Any question of the restyled tC’s street persona were laid to rest when Vin Diesel screamed up beside me stuffed into a 1995 Honda Civic with a coffee can muffler and spray-can paint job. We locked eyes momentarily before he veered off towards the parking lot of a Bed Bath and Beyond.
Well then. The new tC certainly APPEARED to be a venerable successor to the original, and a race-worthy one at that. But as Vin Diesel had so aptly demonstrated looks could be deceiving. On paper at least the enhancements to the tC were clear.
Engine: 2.5-liter four-banger borrowed from the latest Camry producing 180hp (19hp more than the previous tC)
Transmission: Six-speed manual/automatic
Handling: Traction Control, Vehicle Stability Control and Brake Assist – all standard.
Styling: Inspired by the athletic look of a racing helmet
How and if these changes would translate to serious performance on the back roads remained to be seen. After a god-awful eight hours at work I drove the tC directly into Snoqualmie Pass with the idea that Johnny Law wears a looser belt in rural areas, particularly those in the woods. As night fell I veered off I-90 East at the Snoqualmie exit in search of a cliché small town back road and soon discovered a wonderful loop of fun off Mill Pond Road.
Lined by heavy forest the Loop’s speed limit topped out at 35mph and ran twisty for nearly 4 miles without the illumination of a single street lamp. It was a perfect location to run a little sports car through its paces or crash the Henderson family station wagon into a Sasquatch.
Wound up to the top of second and third gear the tC’s high beams revealed enough of the juking road as it developed from the darkness to properly calculate the turns. Pushing it too hard could have sent us into the Evergreens like a little Metallic pinball.
I was impressed by the added punch of the tC’s new engine and the traction control flattered the responsive handling but it was hard to discern if the upgrades had transformed it from an around-town zipper to a serious contender or if the dark turns were more responsible for the excitement.
The only way to reach an educated conclusion on the tC’s sports car credibility was to find a testing ground with improved visibility and an even dizzier element of danger. That weekend I drove it back into Snoqualmie Pass at high noon in search of a mountain road with twistier twists and a more thematic threat of peril.
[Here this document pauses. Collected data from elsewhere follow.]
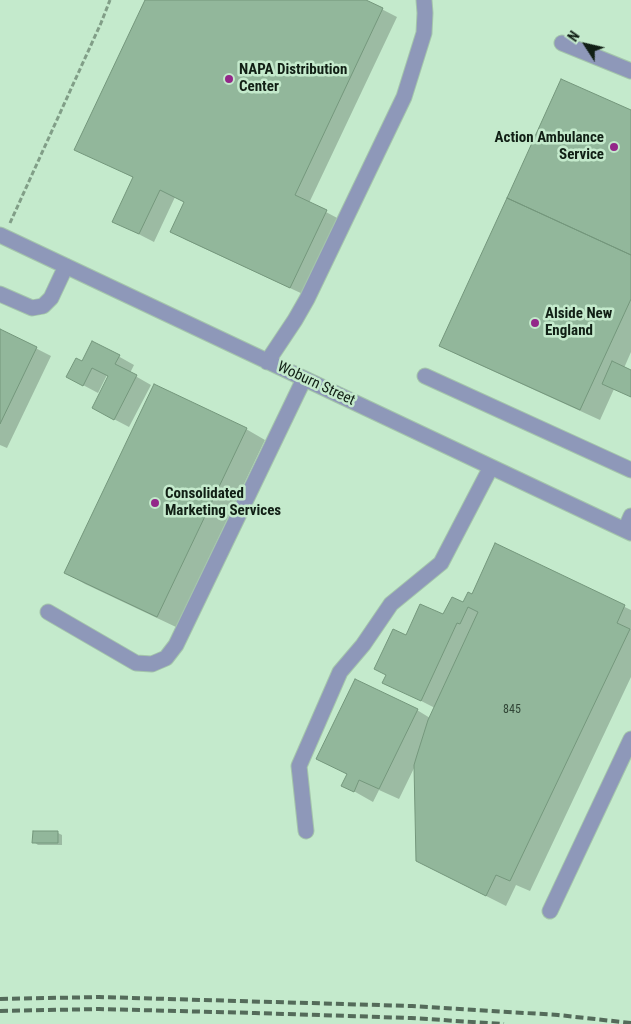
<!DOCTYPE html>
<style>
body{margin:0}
#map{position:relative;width:631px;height:1024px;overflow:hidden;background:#c4eacc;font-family:"Roboto Condensed",sans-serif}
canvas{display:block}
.north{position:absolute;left:561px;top:20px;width:50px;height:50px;-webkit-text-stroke:4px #c4eacc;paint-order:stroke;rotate:305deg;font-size:14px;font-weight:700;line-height:20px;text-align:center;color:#111f15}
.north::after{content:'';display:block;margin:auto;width:18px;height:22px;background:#111f15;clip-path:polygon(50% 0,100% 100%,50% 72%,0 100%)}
</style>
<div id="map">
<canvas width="631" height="1024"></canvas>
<div class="north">N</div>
</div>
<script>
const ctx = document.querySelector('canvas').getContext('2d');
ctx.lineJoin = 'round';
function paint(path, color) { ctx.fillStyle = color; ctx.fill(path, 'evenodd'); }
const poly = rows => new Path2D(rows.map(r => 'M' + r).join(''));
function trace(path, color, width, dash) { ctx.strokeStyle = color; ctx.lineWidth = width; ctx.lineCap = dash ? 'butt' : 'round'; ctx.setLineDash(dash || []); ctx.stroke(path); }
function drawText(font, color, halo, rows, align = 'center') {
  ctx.font = font + ' "Roboto Condensed",sans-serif'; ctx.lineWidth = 5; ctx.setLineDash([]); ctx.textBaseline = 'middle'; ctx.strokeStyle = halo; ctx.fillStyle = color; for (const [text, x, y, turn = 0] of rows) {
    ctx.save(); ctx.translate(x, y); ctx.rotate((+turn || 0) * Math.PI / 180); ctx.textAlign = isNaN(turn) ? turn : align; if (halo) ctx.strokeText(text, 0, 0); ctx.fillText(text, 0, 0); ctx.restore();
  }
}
paint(poly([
 [146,0,364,0,397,17,309,203,341,220,305,295,186,240,172,231,185,202,175,197,154,242,113,221,134,178,76,149],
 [631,112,631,352,624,368,631,371,631,396,614,389,600,420,460,356,441,346],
 [0,330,51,356,7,448,0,445],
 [93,342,134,365,130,373,151,385,129,427,108,416,110,377,107,375,98,393,83,385,82,363],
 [246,429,265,440,176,627,85,584,66,573],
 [495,545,631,610,631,677,530,891,516,885,506,906,417,861,416,764,399,799,379,790,373,802,343,785,348,775,318,759,417,710,430,718,435,708,384,682,406,636,444,616,464,604,472,596],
 [58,833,62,835,62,845,38,845,34,842]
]), '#0003');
const building = poly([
 [145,0,366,0,383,8,295,195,327,210,290,288,170,232,184,202,160,190,139,234,112,222,133,177,74,150,145,0],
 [561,79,631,110,631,255,507,198,561,79],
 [507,198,631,255,631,299,580,410,439,346,507,198],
 [0,329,37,347,0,424,0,329],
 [92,341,120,355,115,364,137,375,114,420,92,408,108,376,92,368,83,386,66,377,76,358,82,361,92,341],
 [612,361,631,370,631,397,602,384,612,361],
 [154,384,247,428,157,617,64,573,154,384],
 [495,543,625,605,617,623,630,629,510,881,496,875,486,896,416,861,414,765,417,755,428,720,478,612,468,607,460,624,457,623,421,701,382,683,386,675,374,669,393,629,406,635,420,604,443,614,452,597,463,602,468,592,472,594,495,543],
 [355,679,418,709,379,789,359,780,354,792,341,786,347,774,316,759,355,679],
 [33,831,58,831,58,843,32,843,33,831]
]);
paint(building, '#92b79b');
trace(building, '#74977c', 1);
const minor = poly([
 [562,43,631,71],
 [0,235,631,533],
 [0,294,32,308,43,306,51,298,66,266],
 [267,362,295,320,307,299,404,97,424,33,425,13,424,0],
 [425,376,631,470],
 [625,530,631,516],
 [48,612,136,663,152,664,166,658,176,645,304,379],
 [306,831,299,766,340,672,363,645,391,604,441,563,491,467],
 [550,911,631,739]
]);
trace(minor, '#a4c5ab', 17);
trace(poly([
 [10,223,101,23,110,0]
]), '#819e87', 3, [5, 2.5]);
trace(minor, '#8e98b9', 15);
trace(poly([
 [0,999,99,997,412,1006,558,1015,631,1023],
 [0,1011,99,1009,255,1013,411,1018,504,1024]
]), '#546b5a', 4, [8, 4]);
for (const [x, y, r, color] of [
 [229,79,5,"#932789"],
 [614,147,5,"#932789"],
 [535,323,5,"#932789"],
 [155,503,5,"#932789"]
]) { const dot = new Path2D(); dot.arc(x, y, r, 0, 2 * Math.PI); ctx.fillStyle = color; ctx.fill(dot); trace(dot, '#c4eacc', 2); }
drawText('12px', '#314536', null, [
 ["845",512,710]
]);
drawText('bold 15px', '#111f15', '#c4eacc', [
 ["NAPA Distribution",239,70],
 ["Center",239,87],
 ["Action Ambulance",604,138,"right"],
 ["Service",604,155,"right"],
 ["Alside New",545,314],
 ["England",545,331],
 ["Consolidated",165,494],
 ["Marketing Services",165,511]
], 'left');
drawText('15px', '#111f15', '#c4eacc', [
 ["Woburn Street",316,384,25]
]);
</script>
I discovered a camping road off the Asahel Curtis exit that corkscrews down along the ridges of a hillside composed entirely of jagged boulders. Losing control here would mean flying from the pavement, exploding in mid-air and plummeting from terrace to terrace in slow motion for nearly two minutes as the rocks sheared the car away to an unrecognizable hunk of metal seasoned with the scraps of a fledgling auto-journalist.
Upon further observation at the death course the tC is not a true sports car. But that isn’t the point. It looks like one, is plenty of fun to drive around town and has one major selling point above the sportier competition in its class:
At first glance the tC doesn't look like a hatchback but it is. The rear window pops up from the rear of the car in one big piece and the rear seats fold down to make enough room for a single dresser drawer. With those seats up there’s room for two overfed six-foot tall men. Most of the tC’s competition can't touch that.
All things considered the second generation tC is better than the first is most every way. While not for the hardcore driver it packs plenty of attractive image and won't disappoint someone who would get bored with a Honda Civic Coupe.
Throw in a standard eight-speaker sound package with an available Alpine upgrade designed to flatter iPod addicts and there’s plenty of reason for young buyers who want a bit of excitement from their car to give it a serious look.
Plus, the racer kids seem to think it means business; that feature comes standard.